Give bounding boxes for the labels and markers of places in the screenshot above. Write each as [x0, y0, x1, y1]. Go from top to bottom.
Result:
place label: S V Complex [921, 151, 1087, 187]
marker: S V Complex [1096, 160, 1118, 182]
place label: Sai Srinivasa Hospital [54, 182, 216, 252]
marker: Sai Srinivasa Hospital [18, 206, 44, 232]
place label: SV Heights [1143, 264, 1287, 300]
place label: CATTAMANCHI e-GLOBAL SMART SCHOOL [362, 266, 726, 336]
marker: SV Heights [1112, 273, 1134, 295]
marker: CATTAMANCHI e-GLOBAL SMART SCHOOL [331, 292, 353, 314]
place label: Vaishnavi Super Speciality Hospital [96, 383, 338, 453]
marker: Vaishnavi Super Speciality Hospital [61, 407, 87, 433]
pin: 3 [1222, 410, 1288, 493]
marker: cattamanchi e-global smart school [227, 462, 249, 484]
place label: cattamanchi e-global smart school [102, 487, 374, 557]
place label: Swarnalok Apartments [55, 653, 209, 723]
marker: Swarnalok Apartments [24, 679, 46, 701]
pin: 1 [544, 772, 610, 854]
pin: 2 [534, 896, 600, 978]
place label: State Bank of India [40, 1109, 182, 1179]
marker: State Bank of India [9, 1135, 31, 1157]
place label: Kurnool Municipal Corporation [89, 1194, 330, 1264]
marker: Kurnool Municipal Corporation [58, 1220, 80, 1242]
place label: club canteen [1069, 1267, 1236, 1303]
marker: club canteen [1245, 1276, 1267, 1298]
--
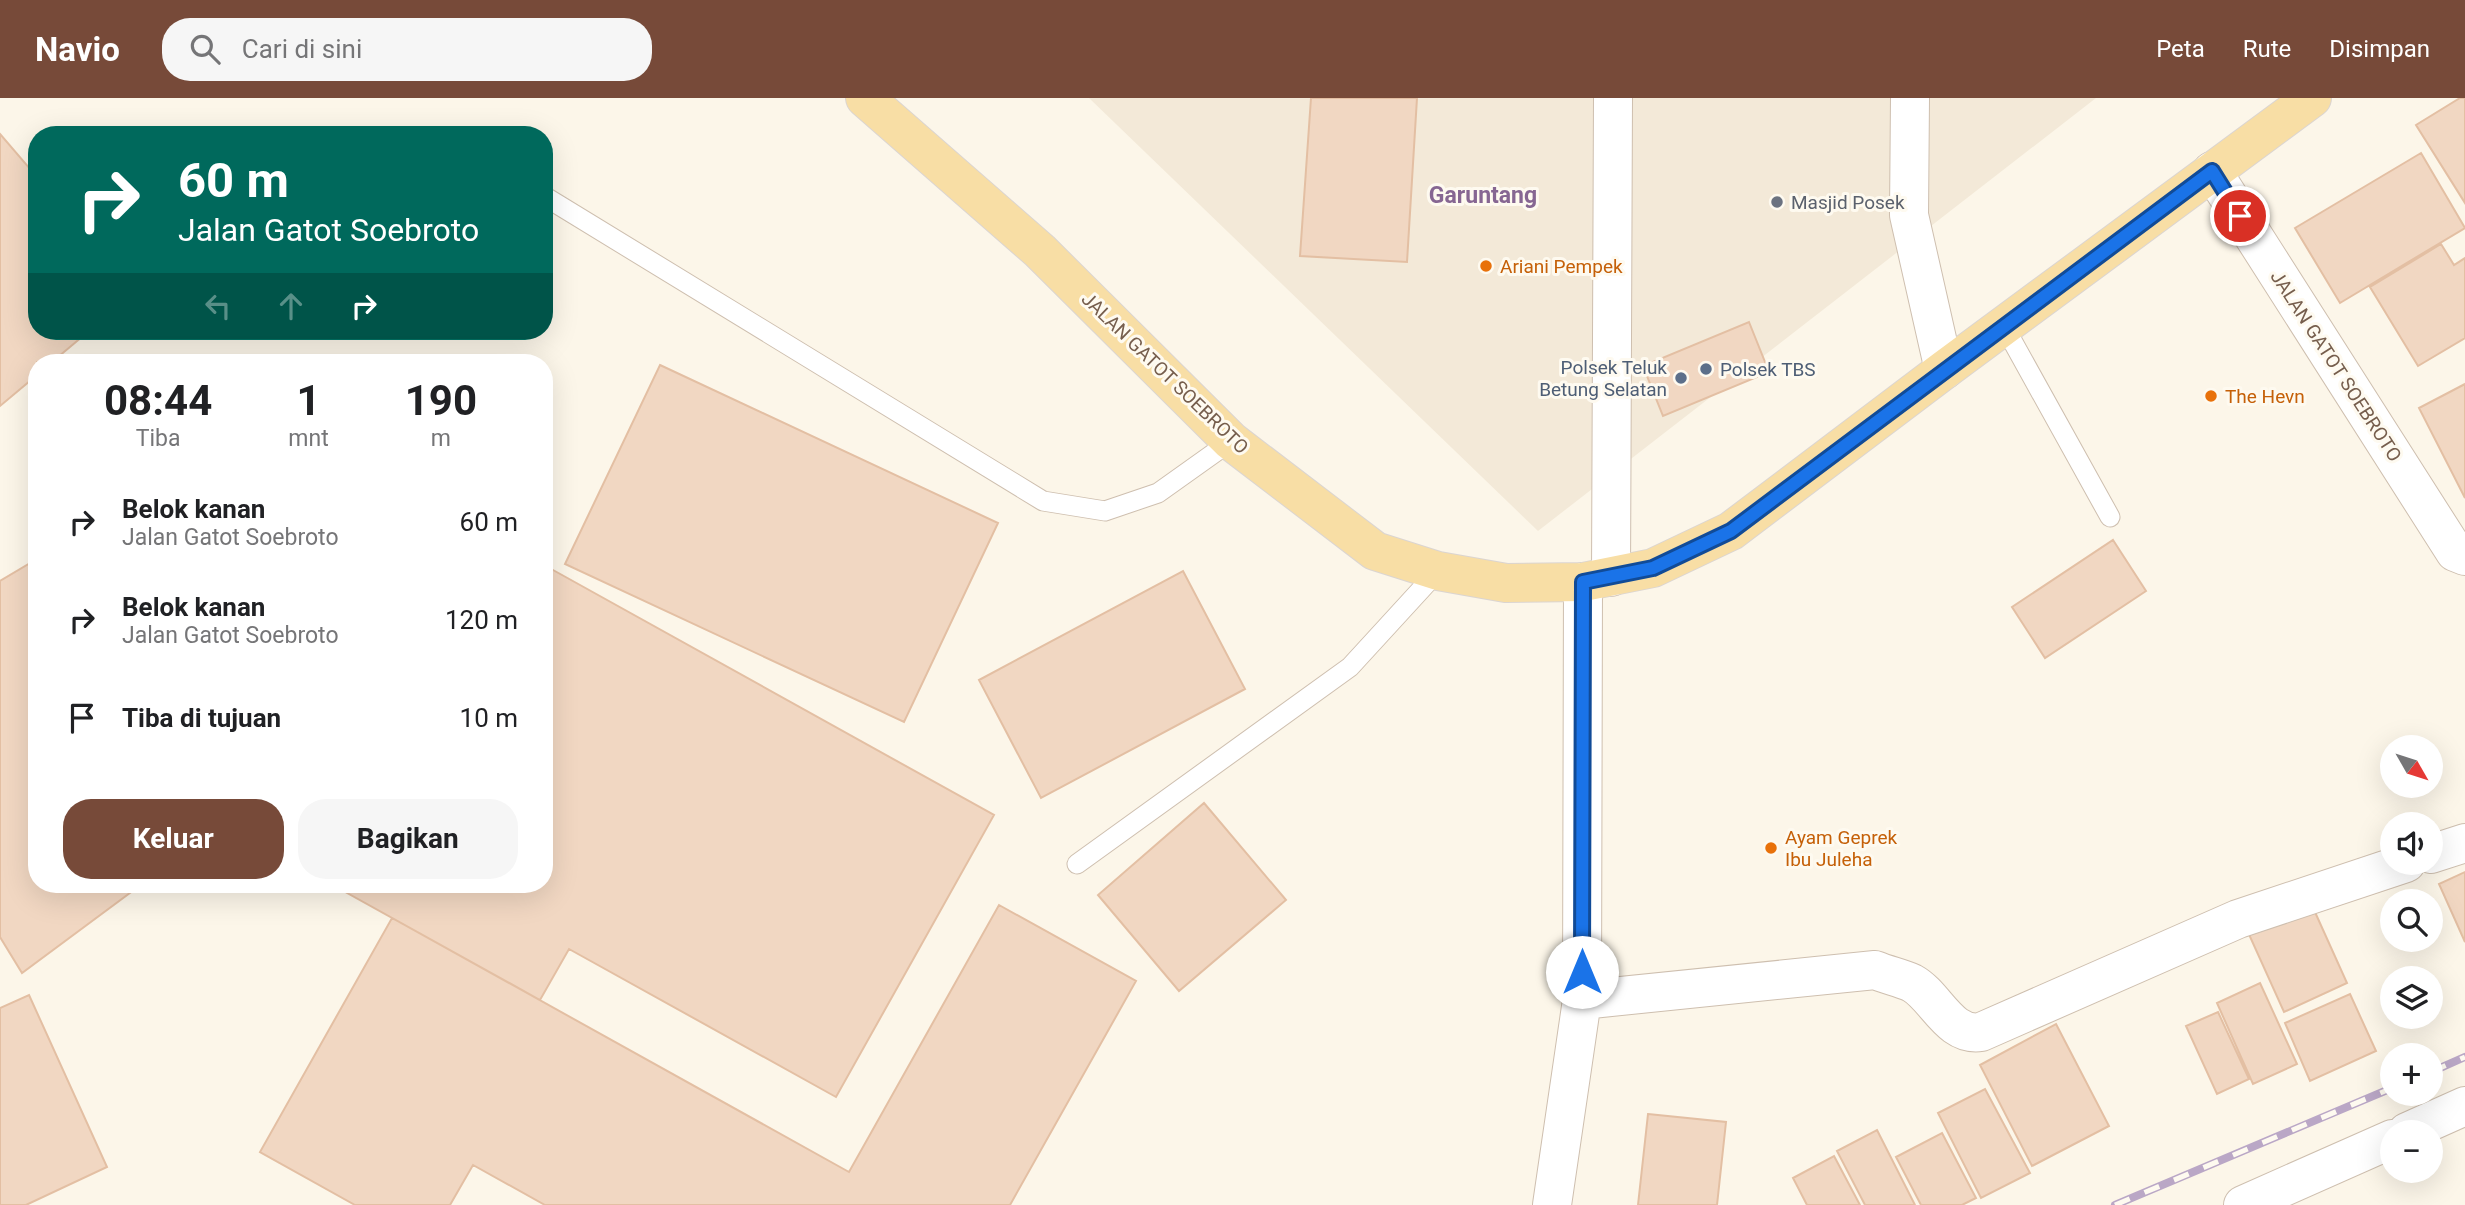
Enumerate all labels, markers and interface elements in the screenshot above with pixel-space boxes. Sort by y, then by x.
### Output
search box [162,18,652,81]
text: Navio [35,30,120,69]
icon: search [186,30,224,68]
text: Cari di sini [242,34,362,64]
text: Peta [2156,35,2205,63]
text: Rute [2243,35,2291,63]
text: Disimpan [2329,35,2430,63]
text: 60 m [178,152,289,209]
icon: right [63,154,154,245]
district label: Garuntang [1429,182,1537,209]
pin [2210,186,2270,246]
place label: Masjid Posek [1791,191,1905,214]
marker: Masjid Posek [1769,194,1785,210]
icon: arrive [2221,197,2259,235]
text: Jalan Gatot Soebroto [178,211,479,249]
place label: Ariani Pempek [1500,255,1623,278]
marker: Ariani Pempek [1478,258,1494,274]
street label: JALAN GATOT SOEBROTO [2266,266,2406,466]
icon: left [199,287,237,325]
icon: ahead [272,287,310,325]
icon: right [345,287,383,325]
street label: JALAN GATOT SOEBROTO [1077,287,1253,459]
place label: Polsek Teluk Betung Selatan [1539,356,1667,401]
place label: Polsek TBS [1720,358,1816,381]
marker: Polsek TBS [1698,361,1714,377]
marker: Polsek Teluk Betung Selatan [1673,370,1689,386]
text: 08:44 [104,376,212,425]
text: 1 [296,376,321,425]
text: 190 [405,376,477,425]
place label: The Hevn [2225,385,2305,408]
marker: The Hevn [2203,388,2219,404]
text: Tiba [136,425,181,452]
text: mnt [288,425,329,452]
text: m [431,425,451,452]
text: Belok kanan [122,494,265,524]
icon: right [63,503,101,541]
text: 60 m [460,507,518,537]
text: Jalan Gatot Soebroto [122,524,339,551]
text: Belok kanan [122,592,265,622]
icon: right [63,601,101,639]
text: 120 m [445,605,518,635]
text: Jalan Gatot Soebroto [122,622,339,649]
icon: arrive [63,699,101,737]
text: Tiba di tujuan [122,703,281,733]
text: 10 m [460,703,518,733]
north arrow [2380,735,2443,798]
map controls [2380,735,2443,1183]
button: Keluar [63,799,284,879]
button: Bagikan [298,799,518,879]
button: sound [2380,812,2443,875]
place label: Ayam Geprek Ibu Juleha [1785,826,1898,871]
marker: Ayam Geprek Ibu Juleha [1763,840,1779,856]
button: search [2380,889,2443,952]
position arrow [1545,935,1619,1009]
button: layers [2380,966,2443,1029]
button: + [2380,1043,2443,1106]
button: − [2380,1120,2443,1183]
...
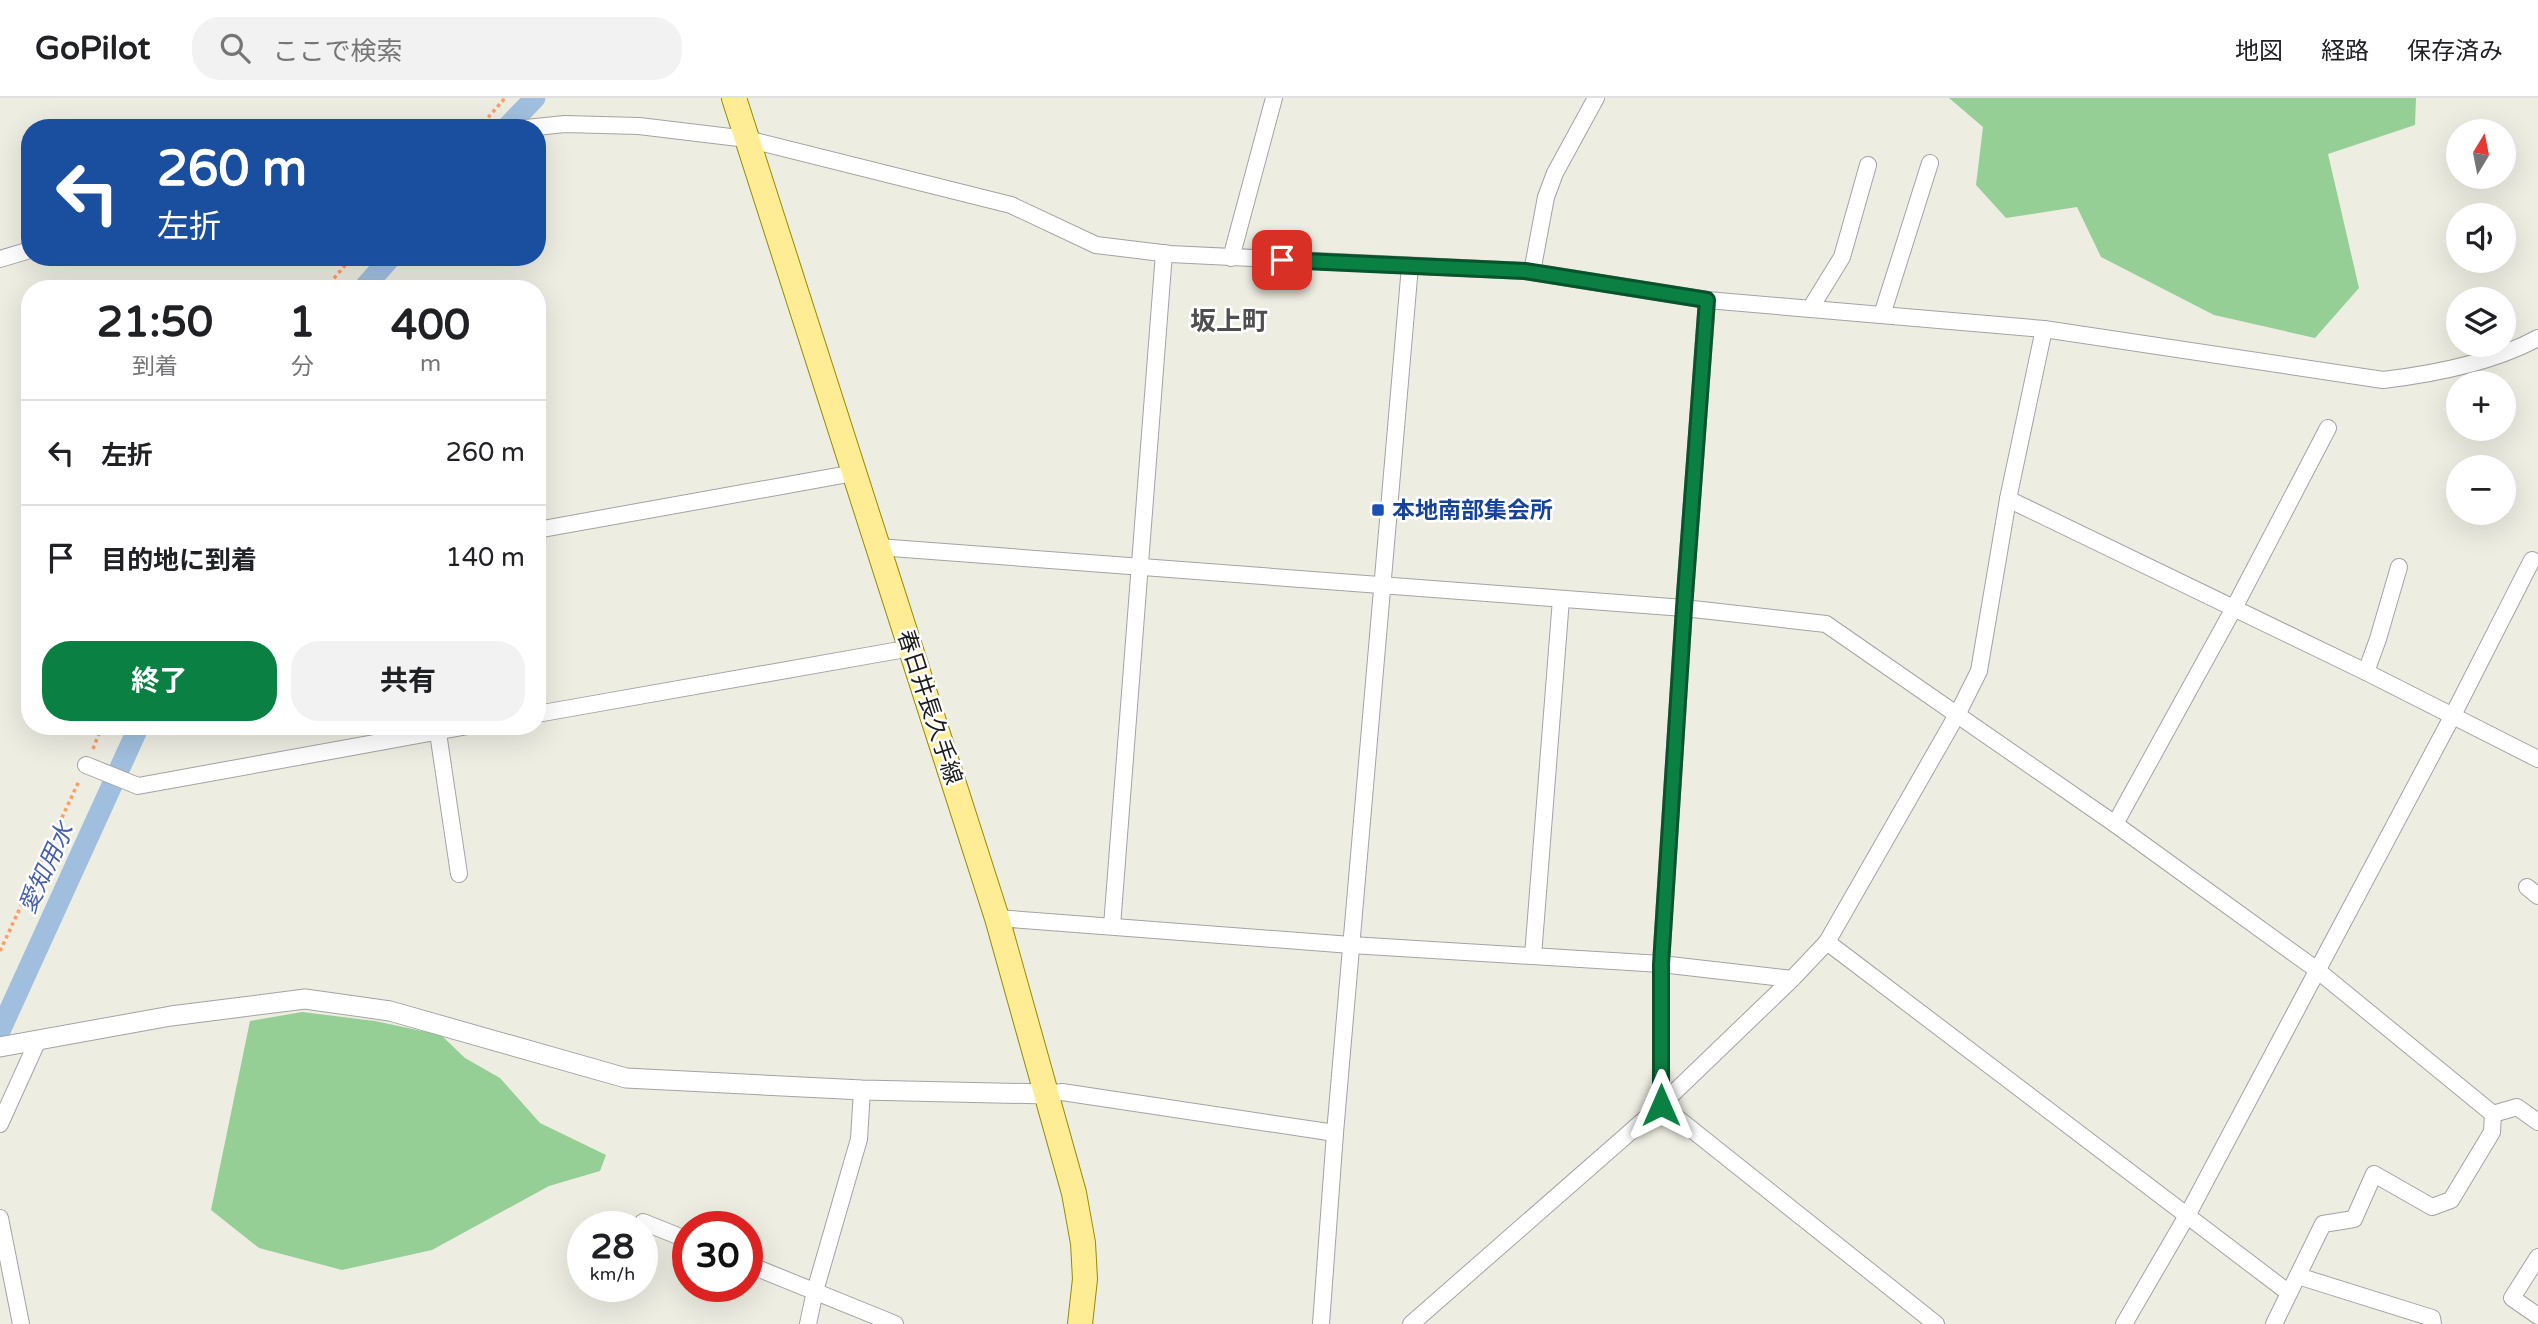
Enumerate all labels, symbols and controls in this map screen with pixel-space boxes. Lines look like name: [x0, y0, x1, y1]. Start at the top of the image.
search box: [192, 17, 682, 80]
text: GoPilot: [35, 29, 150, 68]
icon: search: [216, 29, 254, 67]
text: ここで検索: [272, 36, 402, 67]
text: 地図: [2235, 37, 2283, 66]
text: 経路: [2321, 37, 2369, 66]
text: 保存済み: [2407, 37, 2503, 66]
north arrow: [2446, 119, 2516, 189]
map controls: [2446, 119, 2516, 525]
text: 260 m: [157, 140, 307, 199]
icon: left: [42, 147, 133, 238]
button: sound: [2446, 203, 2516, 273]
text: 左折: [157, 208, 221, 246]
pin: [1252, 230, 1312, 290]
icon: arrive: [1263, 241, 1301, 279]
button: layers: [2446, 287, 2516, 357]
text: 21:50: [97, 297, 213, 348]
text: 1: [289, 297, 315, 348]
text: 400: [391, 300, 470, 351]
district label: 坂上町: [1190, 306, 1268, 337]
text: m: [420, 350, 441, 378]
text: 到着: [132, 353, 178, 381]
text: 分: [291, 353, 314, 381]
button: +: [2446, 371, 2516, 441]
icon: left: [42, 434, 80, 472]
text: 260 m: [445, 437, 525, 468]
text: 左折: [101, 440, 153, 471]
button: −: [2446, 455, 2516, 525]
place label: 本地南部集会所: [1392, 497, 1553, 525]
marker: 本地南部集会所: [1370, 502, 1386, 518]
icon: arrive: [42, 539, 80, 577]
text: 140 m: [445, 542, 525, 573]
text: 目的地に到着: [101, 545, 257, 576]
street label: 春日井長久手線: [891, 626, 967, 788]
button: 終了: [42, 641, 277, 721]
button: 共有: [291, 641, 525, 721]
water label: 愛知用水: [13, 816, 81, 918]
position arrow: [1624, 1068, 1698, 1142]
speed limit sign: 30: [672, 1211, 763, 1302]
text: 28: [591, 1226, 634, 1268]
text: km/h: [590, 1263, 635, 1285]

> Task statement
Every line of the material that holds "above" should be copied out as the answer.

> Solution to this exercise
Give bounding boxes for the labels and markers of places in the screenshot above. Write each as [x0, y0, x1, y1]. Go from top to bottom.
Enumerate all labels, markers and interface elements in the screenshot above with pixel-space boxes. Sort by y, then by x.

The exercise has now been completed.